Because a Druid can swing weapons.
I'm going to be honest, I don't really see anything a Ranger can do that a Druid could not, outside of having better fighting abilities, and well, in 5e design, that should really make Ranger a Druid subclass more devoted to combat (like the 3.5 Druidic Avenger found in Unearthed Arcana). Put another way:
Fighter with a focus on wilderness skills and stealth.
Rogue with a focus on wilderness skills.
Druid with a focus on combat and stealth.
Oath of the Ancients Paladin with wilderness skills and stealth (maybe allowed to smite with a bow?).
Any three of these could be a viable substitute for the Ranger class. Because here's the thing; even if you buff the exploration tier to make wilderness skills more important, you're still going to need other kinds of characters to interact with it. So you end up with the Rogue, who sure, they can use thieves' tools, find traps, and sneak about really well, but so can other characters.
So even the "Wilderness Warrior" some people want wouldn't be the unrivaled master of exploration and survival- they really couldn't be, because that design would make having a Ranger necessary for play, which isn't the way 5e is (supposedly) built.
I've played Rangers, I don't mind Rangers, I even like the archetype- but there's nothing really unique about them, other than being, in effect, a multiclass character who isn't actually multiclassed.*
(EDIT: you know, like the Bard. Or to paraphrase Order of the Stick: "I'm a multiclassed Fighter/Rogue/Enchanter!" Bard: "Don't you find that overly complicated?" "I didn't until this very moment, no.")

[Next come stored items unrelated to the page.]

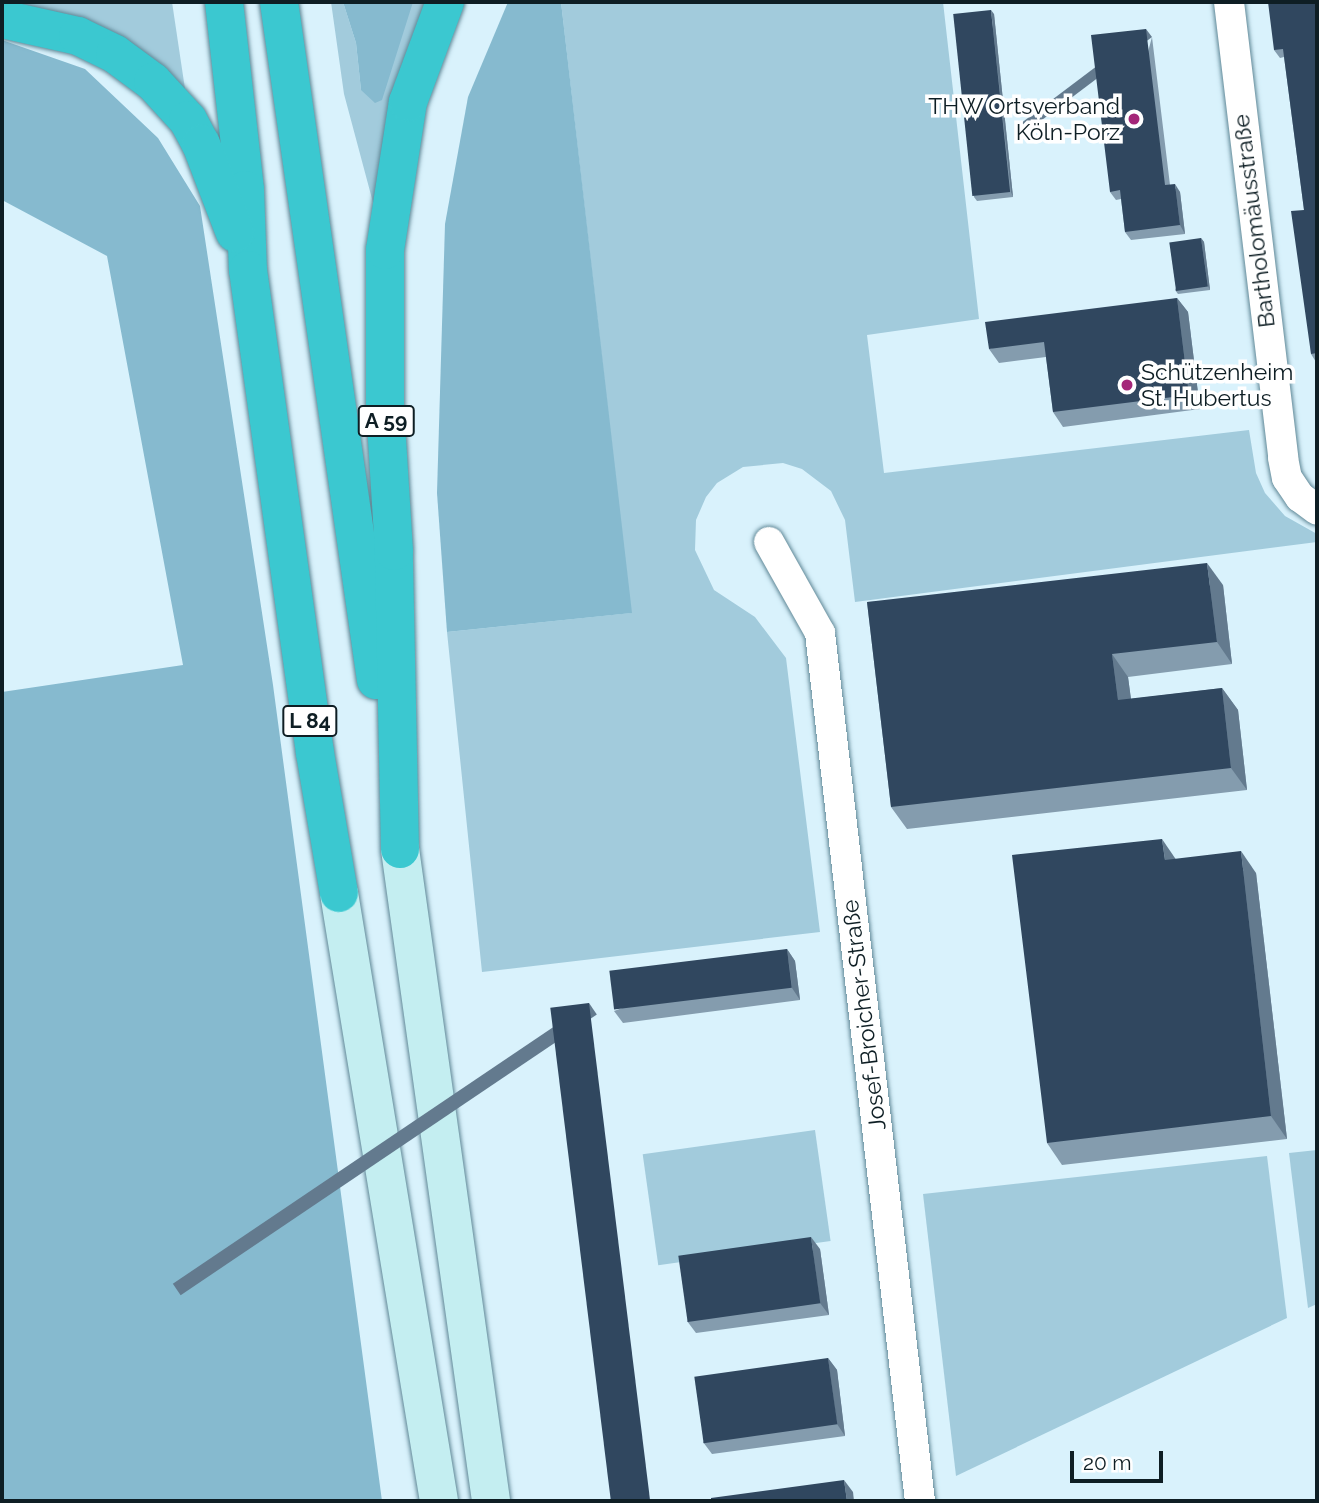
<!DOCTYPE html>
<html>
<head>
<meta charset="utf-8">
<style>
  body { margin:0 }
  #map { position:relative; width:1319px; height:1503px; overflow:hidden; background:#d9f2fc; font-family:Raleway,sans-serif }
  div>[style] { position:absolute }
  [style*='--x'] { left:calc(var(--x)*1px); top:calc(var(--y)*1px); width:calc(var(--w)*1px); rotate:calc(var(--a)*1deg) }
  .green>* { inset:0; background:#a2cbdc; transform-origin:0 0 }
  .forest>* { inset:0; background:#86bacf }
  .roads { filter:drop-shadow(0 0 2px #608897) drop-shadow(0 0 2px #608897) }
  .minor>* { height:30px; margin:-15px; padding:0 15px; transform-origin:15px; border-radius:15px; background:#fff }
  .secondary>* { height:38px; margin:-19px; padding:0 19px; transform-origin:19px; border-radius:19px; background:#c4eef1 }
  .motorway>* { height:38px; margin:-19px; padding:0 19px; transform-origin:19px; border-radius:19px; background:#3bc8d0 }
  .wall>* { inset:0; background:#849cae }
  .shaded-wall>* { inset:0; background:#637a8e; transform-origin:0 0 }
  .building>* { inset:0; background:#30475f; transform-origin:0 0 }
  .dots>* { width:19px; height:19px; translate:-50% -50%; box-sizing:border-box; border:4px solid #fff; border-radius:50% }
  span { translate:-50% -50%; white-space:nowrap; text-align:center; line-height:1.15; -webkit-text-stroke:7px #fff; paint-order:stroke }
  .shield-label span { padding:2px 5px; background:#fff; border:2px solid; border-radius:5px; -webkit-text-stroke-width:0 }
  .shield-label { font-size:21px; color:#0e1e24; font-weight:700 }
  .poi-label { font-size:23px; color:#0e1e24 }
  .right { translate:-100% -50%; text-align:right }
  .left { translate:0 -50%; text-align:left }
  .street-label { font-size:23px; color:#0e1e24 }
  .frame { position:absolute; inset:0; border:4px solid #0e1e24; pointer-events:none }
  .scale { position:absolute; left:1070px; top:1451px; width:93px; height:32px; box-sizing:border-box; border:4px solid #0e1e24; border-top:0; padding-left:9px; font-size:21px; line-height:24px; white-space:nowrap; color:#0e1e24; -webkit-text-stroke:5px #fff; paint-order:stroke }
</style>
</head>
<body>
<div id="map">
  <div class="green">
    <div style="clip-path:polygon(2px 2px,172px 2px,185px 89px)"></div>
    <div style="clip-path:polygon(331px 2px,343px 2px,356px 43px,361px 90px,413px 2px,431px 2px,375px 210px,344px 94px)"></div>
    <div style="clip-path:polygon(561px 2px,943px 2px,979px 319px,867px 335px,884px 473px,1249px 430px,1256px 473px,1265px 493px,1285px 516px,1317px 534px,1317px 542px,855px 602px,845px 520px,831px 491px,802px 469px,783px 463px,743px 467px,717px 483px,706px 497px,696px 520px,695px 550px,714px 590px,755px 617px,786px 658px,820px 932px,482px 972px,447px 632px,631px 613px)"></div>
    <div style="left:815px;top:1130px;width:112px;height:174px;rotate:82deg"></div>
    <div style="clip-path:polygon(1317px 1150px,1317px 1304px,1308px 1308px,1289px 1153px)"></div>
    <div style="clip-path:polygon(1267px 1156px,1287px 1318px,956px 1476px,923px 1194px)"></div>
  </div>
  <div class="forest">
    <div style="clip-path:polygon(343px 2px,413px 2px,382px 100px,375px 103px,361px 90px,356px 43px)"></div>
    <div style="clip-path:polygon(508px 2px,561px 2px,632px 613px,447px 632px,437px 493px,445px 224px,468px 97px)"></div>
    <div style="clip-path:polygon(2px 40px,85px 69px,158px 138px,200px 206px,273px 685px,382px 1501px,2px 1501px,2px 692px,183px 665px,107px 256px,2px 200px)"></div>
  </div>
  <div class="roads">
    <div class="minor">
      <div style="--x:1229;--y:2;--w:459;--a:83.2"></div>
      <div style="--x:1283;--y:458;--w:20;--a:79"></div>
      <div style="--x:1287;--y:478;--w:23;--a:56"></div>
      <div style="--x:1300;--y:497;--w:21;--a:37"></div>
      <div style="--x:769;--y:542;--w:104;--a:60.7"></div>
      <div style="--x:820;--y:633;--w:874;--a:83.43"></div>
    </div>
    <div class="secondary">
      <div style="--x:400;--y:849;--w:658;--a:82.05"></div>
      <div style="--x:339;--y:893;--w:616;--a:80.66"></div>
    </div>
    <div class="motorway">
      <div style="--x:224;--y:2;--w:189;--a:83.6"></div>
      <div style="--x:245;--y:190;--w:80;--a:87.9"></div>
      <div style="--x:248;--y:270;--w:488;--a:82.1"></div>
      <div style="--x:315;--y:753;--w:142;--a:80.3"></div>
      <div style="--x:279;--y:2;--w:685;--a:81.86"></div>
      <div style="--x:2;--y:19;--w:78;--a:12.6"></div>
      <div style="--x:78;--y:36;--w:41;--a:25.9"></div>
      <div style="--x:115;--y:54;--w:47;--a:36.4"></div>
      <div style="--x:153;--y:82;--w:52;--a:47.4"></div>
      <div style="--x:188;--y:120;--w:27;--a:62"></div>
      <div style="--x:201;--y:144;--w:95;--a:69.1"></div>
      <div style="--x:400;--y:849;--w:298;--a:-91.2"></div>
      <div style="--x:394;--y:551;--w:143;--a:-93.6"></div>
      <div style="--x:385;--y:408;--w:158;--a:-90"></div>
      <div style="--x:385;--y:250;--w:150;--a:-81.2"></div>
      <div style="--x:408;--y:102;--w:107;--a:-69.7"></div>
    </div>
  </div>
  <div class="wall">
    <div style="clip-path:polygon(1317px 2px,1317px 362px,1316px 362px,1311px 354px,1304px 210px,1284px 57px,1280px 58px,1274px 50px)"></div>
    <div style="clip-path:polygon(994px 14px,1013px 197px,977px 201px,974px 197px)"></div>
    <div style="clip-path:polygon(1152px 37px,1170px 185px,1180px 192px,1185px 234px,1131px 240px,1125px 232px,1121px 199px,1116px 200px,1110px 192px)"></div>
    <div style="clip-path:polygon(1201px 238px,1204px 242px,1210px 290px,1178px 294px,1175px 290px)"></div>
    <div style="clip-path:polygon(1177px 298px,1188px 312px,1200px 409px,1063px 427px,1053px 412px,1046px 357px,999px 363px,989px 349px)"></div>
    <div style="clip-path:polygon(1223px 585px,1232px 664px,1128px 677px,1131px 699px,1222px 688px,1238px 710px,1247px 790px,907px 829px,891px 807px,867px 602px)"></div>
    <div style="clip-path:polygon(1176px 859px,1256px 873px,1287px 1139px,1062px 1165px,1047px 1143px)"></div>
    <div style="clip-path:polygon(787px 949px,795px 961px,800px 1000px,623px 1023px,614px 1011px)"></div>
    <div style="clip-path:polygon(820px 1249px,829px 1315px,696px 1333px,687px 1321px)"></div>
    <div style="clip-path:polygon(828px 1358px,837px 1370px,845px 1436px,712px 1454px,703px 1442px)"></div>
  </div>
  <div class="shaded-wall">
    <div style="clip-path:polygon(991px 10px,994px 14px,1013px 197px,1011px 192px)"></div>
    <div style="left:1146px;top:29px;width:10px;height:157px;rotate:53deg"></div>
    <div style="clip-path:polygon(1175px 184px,1180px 192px,1185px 234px,1180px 225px)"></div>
    <div style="clip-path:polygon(1201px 238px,1204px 242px,1210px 290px,1208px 286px)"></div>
    <div style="clip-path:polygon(1177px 298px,1188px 312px,1200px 409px,1189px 395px)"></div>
    <div style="clip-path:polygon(1207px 563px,1223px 585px,1232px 664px,1217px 642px)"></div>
    <div style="clip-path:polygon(1112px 654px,1128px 677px,1134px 722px,1118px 700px)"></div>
    <div style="clip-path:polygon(1222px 688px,1238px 710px,1247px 790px,1231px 768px)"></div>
    <div style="clip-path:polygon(1162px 839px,1177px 861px,1165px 860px)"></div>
    <div style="clip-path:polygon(1241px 851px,1256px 873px,1287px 1139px,1271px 1116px)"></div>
    <div style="clip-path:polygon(787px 949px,795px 961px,800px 1000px,792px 988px)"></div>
    <div style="left:589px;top:1003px;width:14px;height:502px;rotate:56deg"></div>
    <div style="clip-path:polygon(811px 1237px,820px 1249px,829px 1315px,820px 1303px)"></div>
    <div style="clip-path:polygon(828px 1358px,837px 1370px,845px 1436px,837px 1424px)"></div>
    <div style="clip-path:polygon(844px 1480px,853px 1492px,854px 1501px,847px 1501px)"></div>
  </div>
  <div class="building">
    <div style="clip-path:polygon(1268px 2px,1317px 2px,1317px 353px,1311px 354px,1291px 211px,1304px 210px,1283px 49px,1274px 50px)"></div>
    <div style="left:991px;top:10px;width:183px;height:38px;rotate:84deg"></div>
    <div style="clip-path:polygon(1146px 29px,1165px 185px,1175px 184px,1180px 225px,1125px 232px,1120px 190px,1110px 192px,1091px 35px)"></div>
    <div style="left:1201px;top:238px;width:49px;height:32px;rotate:82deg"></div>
    <div style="clip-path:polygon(1177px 298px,1189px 395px,1053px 412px,1044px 342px,989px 349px,985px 322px)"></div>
    <div style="clip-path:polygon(1207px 563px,1217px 642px,1112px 654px,1118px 700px,1222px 688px,1231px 768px,891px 807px,867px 602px)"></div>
    <div style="clip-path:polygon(1162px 839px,1165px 860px,1241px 851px,1271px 1116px,1047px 1143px,1012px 855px)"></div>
    <div style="left:787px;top:949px;width:39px;height:179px;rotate:83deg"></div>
    <div style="left:589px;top:1003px;width:502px;height:39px;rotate:83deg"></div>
    <div style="left:811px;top:1237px;width:67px;height:134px;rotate:82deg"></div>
    <div style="left:828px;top:1358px;width:67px;height:135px;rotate:82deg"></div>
    <div style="clip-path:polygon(844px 1480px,847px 1501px,711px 1501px,711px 1498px)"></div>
  </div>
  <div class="dots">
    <div style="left:1134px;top:119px;background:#a42679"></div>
    <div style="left:1127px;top:385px;background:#a42679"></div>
  </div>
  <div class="shield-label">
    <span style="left:386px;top:421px">A 59</span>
    <span style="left:310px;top:721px">L 84</span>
  </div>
  <div class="poi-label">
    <span class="right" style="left:1120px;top:119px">THW Ortsverband<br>Köln-Porz</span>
    <span class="left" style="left:1141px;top:385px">Schützenheim<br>St. Hubertus</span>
  </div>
  <div class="street-label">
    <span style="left:1254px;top:221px;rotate:-97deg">Bartholomäusstraße</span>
    <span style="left:864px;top:1015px;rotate:-97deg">Josef-Broicher-Straße</span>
  </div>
  <div class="frame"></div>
  <div class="scale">20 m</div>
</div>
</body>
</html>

I feel the same about the Paladin, to be honest. Sure, the Paladin has more identity and some really nice abilities, but there's no reason, in my mind, that you couldn't make a Divine 1/3 caster Fighter subclass akin to Eldritch Knight, or a Cleric subclass that actually gets Extra Attack (why War doesn't when Bards and even Wizards can have Extra Attack still boggles my mind) and call it a Paladin/Champion/Holy Warrior/Templar/what have you- but obviously that wouldn't fly because players
want a Paladin class. That's the only reason we still have a Ranger, as near as I can tell. Not having a Ranger class doesn't "feel like" D&D, even though we really don't need it.